* What to do
Looking at the data below, count the lines that contain the string "Elevation". Write only the total.

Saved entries
---
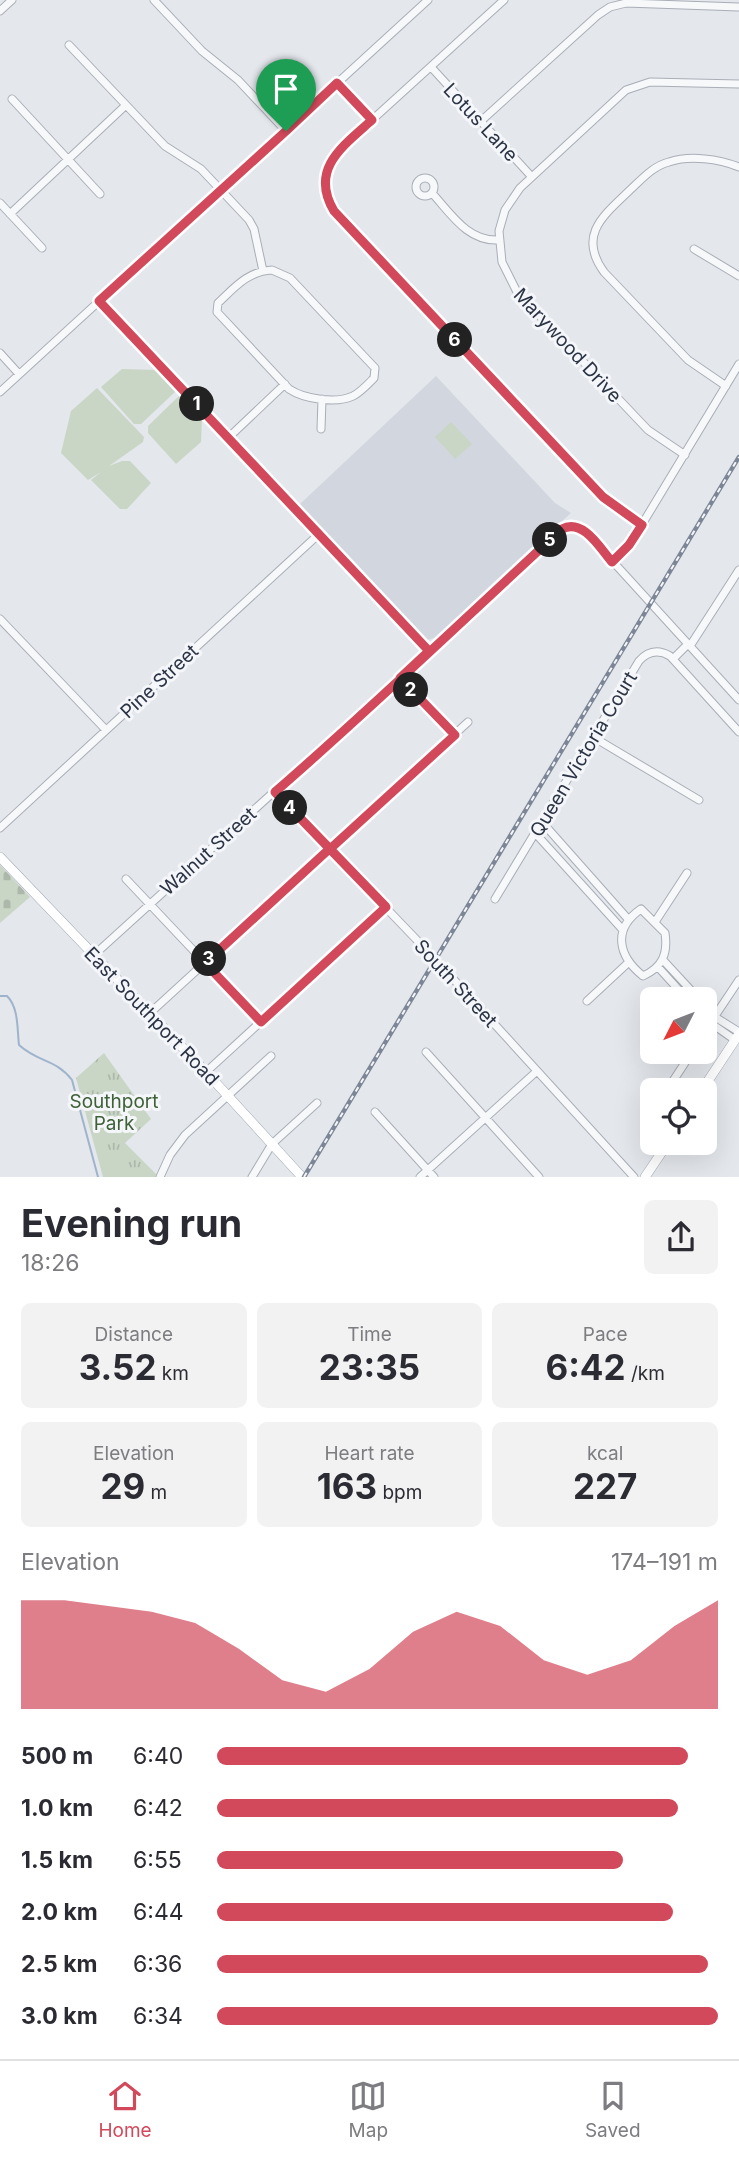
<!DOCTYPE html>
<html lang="en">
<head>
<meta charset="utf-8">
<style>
	:root { --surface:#fff; --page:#f2f2f3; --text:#2b2b33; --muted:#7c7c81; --line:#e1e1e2; --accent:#d1495b }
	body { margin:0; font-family:Inter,sans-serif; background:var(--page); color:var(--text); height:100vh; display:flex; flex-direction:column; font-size:26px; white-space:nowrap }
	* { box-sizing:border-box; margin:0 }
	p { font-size:23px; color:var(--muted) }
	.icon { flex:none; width:38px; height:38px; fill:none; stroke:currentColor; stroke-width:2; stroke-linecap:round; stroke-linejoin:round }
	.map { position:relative; height:1177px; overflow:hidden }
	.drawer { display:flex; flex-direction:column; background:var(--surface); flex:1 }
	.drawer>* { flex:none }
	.needle { width:46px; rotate:228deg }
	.controls { position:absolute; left:640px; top:987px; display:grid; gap:14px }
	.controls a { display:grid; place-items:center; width:77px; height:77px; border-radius:10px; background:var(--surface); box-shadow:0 7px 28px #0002; font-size:35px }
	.pin { position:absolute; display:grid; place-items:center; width:60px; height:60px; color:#fff; margin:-72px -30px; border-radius:50% 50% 50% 0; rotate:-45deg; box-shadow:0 0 7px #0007 }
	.pin .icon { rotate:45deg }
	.km { position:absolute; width:35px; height:35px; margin:-18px; border-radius:50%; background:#222; color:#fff; font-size:19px; line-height:35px; text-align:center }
	.round { display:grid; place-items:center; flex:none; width:74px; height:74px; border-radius:10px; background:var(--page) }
	.head { display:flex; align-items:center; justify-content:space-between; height:119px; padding:0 21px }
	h1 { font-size:38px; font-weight:700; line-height:52px }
	.stats { display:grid; grid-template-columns:repeat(3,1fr); gap:10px; height:119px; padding:7px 21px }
	.stats div { display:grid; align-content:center; border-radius:10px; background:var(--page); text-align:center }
	.stats b { font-size:35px; font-weight:700 }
	.stats small { font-size:19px; font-weight:400 }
	.stats p { font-size:19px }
	.chart { height:196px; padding:14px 21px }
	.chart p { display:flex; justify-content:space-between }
	.chart svg { width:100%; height:126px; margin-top:7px; fill:var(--accent); opacity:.7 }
	ul { padding:0 21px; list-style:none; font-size:23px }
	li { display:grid; grid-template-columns:112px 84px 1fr; align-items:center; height:52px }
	li i { height:18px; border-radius:9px; background:var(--accent) }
	.dock { display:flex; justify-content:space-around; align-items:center; height:98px; border-top:2px solid var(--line); background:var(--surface); font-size:19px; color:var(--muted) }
	.dock a { display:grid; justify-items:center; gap:4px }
	.dock .active { color:var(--accent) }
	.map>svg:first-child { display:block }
</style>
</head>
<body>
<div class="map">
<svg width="739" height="1177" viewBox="0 0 739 1177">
	<defs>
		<pattern id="grass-tufts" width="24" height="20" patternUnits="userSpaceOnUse" patternTransform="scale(1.75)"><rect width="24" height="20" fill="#c9d6c5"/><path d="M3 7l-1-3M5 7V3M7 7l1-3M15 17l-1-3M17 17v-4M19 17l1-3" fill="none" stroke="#adb8ab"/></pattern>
		<pattern id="cemetery-stones" width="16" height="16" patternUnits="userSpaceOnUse" patternTransform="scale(1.75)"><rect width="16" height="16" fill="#c9d6c5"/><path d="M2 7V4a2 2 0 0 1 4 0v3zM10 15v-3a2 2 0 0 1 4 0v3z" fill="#adb8ab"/></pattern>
	</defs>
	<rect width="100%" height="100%" fill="#e4e7ec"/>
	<!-- built -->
	<path fill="#d2d6de" d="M 436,376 L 555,503 L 571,513 L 434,638 L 427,640 L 299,505 Z"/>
	<!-- grass -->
	<path fill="url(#grass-tufts)" d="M 104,1053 L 151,1119 L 125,1143 L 157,1175 L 156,1177 L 103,1177 L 76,1078 Z"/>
	<!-- cemetery -->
	<path fill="url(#cemetery-stones)" d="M 0,865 L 30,897 L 0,923 Z"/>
	<!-- garden -->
	<path fill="#c9d6c5" d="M 122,369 L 157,370 L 176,391 L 141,424 L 134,424 L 101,387 Z
		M 97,388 L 144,437 L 143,442 L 109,466 L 122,461 L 130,461 L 151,483 L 127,509 L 120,509 L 91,480 L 101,472 L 88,480 L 61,453 L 71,411 Z
		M 180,395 L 202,418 L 201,442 L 176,464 L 148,433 L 148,426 Z
		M 451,422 L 472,444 L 455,459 L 435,437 Z"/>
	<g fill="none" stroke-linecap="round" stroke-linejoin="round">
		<!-- stream -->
		<path stroke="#9fb4cc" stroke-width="2" d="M 0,996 L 7,996 C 19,1008 17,1029 19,1045 C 39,1063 56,1059 72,1080 L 98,1177"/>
		<defs>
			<path id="minor" d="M 154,0 L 202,51 L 238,80 L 286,131
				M 504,0 L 339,150 C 322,170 322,194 337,215 L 603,497 L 642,525
				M 0,11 L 12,0
				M 69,45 L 165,146 L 201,169 L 249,220 L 254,229 L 263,271
				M 431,67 L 531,176
				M 337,83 L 372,120
				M 12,99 L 100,194
				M 481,121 L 598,15 L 610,7 L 626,3 L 739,7
				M416 187a9 9 0 1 1 18 0a9 9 0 1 1-18 0Z
				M 432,193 C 451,214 468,242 499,240
				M 0,203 L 42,248
				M 10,214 L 126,105
				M 694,249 L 739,276
				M 272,270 L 290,278 L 375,368 L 374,378 C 368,384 361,392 353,396 C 336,404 304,399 289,389 L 217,312 L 218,303 C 234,288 248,271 272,270 Z
				M 99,301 L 429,651
				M 0,353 L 19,374
				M 726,386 L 688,360 L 604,272 C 577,235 604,215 630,190 C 642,179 653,166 669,162 C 690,155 719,159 739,167
				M 0,392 L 428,0
				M 321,429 L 322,399
				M 228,438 L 285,384
				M 685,455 L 648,430 L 517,292 L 502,262 L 499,231 L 505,210 L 520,188 L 626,90 L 650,82 L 739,84
				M 612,562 L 635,536 L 739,364
				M 0,619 L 106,730
				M 690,646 L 739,570
				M 673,659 L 688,644
				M 400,678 L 455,735
				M 593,737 L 699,800
				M 275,792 L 435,959 L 634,1177
				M 542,822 L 628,919
				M 0,828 L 319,534
				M 536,834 L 622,929
				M 126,879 L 261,1022
				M 495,899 L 639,661 C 648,651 658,649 670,656 L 739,732
				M 641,909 L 665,933 C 668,953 663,967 643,976 C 618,956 612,929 641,909 Z
				M 655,922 L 687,873
				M 94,955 L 567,526 L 578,526 L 585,531 L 739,700
				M 663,960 L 699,999
				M 658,967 L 687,999
				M 587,1001 L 629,962
				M 705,1006 L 715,1017 L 739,1032
				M 150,1013 L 468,722
				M 705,1019 L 735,1040
				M 705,1031 L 739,980
				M 426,1052 L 539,1177
				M 206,1072 L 386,907
				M 669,1087 L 692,1052
				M 375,1112 L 434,1177
				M 160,1177 L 170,1155 L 185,1135 L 271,1056
				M 252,1177 L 272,1144 L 317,1103
				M 420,1177 L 537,1071"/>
			<path id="major" d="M 0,857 L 206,1072 L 302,1177
				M 702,1090 L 739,1034
				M 645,1177 L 668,1143"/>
		</defs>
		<!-- minor casing -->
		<use href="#minor" stroke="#a9aeb7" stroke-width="9"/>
		<!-- major casing -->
		<use href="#major" stroke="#a3abb8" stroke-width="10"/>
		<!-- minor -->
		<use href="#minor" stroke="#f7f8fa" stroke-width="7"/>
		<!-- major -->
		<use href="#major" stroke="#fff" stroke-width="9"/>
		<defs>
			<path id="rail" d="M 304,1177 L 739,457"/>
		</defs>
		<!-- rail casing -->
		<use href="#rail" stroke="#7d8696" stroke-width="4.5"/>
		<!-- rail -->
		<use href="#rail" stroke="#f4f6f9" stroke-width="2" stroke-dasharray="5" stroke-linecap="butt"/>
	</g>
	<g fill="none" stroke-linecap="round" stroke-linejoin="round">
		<defs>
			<path id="route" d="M 286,131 L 99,301 L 429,651 L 400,678 L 455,735 L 330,849 L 326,852 L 205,963 L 261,1022 L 386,907 L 275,792 C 373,707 466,617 562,529 C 583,518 600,548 612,562 L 629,545 L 642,525 L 603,497 L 334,211 C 309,169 343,146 372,120 L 337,83 L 286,131"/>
		</defs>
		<!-- route casing -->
		<use href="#route" stroke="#fff" stroke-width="14"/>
		<!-- route -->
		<use href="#route" stroke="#d1495b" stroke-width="9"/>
	</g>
	<g text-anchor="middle" stroke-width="6" stroke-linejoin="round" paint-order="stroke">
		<!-- street labels -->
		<g font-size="19" fill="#2b3445" stroke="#f4f6f9">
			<text transform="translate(481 122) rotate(47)" y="7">Lotus Lane</text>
			<text transform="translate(568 345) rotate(47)" y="7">Marywood Drive</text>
			<text transform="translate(159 681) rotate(-43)" y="7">Pine Street</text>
			<text transform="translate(583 754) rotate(-59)" y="7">Queen Victoria Court</text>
			<text transform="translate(208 851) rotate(-42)" y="7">Walnut Street</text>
			<text transform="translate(456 983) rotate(47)" y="7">South Street</text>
			<text transform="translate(152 1016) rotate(46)" y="7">East Southport Road</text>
		</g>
		<!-- park labels -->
		<g font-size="19" fill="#3f6138" stroke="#f4f6f9">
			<text x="114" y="1108">Southport<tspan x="114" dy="22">Park</tspan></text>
		</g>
	</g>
</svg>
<div class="controls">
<a><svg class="needle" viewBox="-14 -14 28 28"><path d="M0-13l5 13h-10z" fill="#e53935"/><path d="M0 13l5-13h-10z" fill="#7c7c81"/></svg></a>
<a><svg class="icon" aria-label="locate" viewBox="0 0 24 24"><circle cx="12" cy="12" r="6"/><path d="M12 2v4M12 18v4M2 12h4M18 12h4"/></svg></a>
</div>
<div class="pin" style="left:286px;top:131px;background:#1e9e55"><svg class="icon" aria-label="arrive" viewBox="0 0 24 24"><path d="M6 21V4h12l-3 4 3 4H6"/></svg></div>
<b class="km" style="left:197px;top:404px">1</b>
<b class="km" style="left:411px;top:690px">2</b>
<b class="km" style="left:209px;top:959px">3</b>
<b class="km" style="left:290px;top:808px">4</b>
<b class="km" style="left:550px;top:540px">5</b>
<b class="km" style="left:455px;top:340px">6</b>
</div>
<section class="drawer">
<div class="head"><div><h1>Evening run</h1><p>18:26</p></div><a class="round"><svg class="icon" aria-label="share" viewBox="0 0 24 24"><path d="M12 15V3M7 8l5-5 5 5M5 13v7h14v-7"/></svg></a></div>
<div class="stats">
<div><p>Distance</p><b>3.52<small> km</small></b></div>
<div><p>Time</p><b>23:35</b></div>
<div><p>Pace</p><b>6:42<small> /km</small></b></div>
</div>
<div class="stats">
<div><p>Elevation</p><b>29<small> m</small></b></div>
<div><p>Heart rate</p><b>163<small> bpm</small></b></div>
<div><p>kcal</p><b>227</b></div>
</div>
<div class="chart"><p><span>Elevation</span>174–191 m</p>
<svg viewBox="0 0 160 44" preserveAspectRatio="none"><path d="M0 44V6L10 6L20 8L30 10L40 14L50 23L60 34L70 38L80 30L90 17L100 10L110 15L120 27L130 32L140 27L150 15L160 6V44z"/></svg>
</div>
<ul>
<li><b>500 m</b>6:40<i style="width:94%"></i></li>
<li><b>1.0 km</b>6:42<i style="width:92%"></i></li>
<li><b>1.5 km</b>6:55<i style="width:81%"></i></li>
<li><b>2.0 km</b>6:44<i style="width:91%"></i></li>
<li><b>2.5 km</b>6:36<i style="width:98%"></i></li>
<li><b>3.0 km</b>6:34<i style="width:100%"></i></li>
</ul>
</section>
<nav class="dock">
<a class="active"><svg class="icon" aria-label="home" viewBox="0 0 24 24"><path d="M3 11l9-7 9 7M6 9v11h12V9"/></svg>Home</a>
<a><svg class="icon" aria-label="map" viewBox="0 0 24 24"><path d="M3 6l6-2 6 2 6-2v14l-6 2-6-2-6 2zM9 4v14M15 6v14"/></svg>Map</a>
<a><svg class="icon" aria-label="saved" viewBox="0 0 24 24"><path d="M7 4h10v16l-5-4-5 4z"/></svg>Saved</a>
</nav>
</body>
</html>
---
* Task answer
2